Poor man's batch processing in JPA

java

Working with a lot of data using plain JPA or hibernate or spring-data is possible, it does work and usually, it doesn’t require a lot of extra coding. Starting small is the fastest way of getting things done but you must be aware of few things that might shoot you in the foot.

tl;dr

  • control session cache size. Call flush() and clear() regularly to reduce memory and time usage
  • control transaction size
  • figure out deterministic way of fetching data
  • don’t be afraid to remove guerilla solution and commit to framework/library designed for the job

In general

When working with big chunks of data it’s important to control entity manager size and flush results to the database regularly. Remember that entity manager should be flushed and then cleared. Flush doesn’t clear session cache! If you don’t clear entityManager regularly each entity you save (and flush) stays in entity manager and consumes RAM. What’s more, it’s not only about memory usage because you can always buy more RAM. Hibernate dirty checking will have to verify all items in the session cache before flushing data to the DB. So first time it will check 100 entities, next time it will check 200, next there will be 300 and it will grow unless the cache is evicted. Working with big data loads in JPA/hibernate forces you to control some things and it’s your job to deallocate memory and think ahead.

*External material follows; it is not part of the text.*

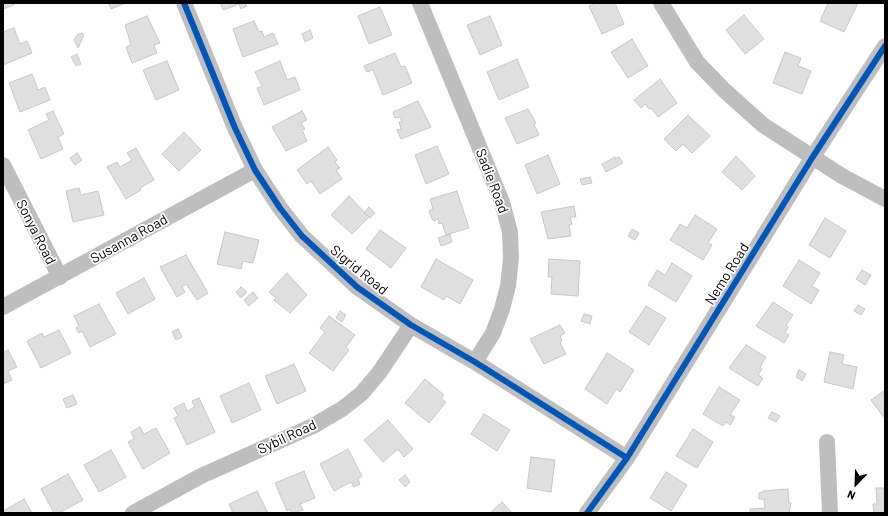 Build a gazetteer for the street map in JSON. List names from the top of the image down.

Another important thing is transaction management. In case of very long running tasks you might want to split single job across multiple transactions (for example one results page = one transaction). If the job is not required to be executed in a single transaction you should split it into the smallest possible units of work. There is nothing more annoying than transaction running for two hours and failing because someone updated minor detail, which updated a version field in the DB, which, caused batch processing transaction to roll back… On one side of the coin it is a good idea to keep transaction as small as possible but on the other side executing a lot of small transactions might be slower than few bigger ones. It is your decision and you should select transactions size just right for your application.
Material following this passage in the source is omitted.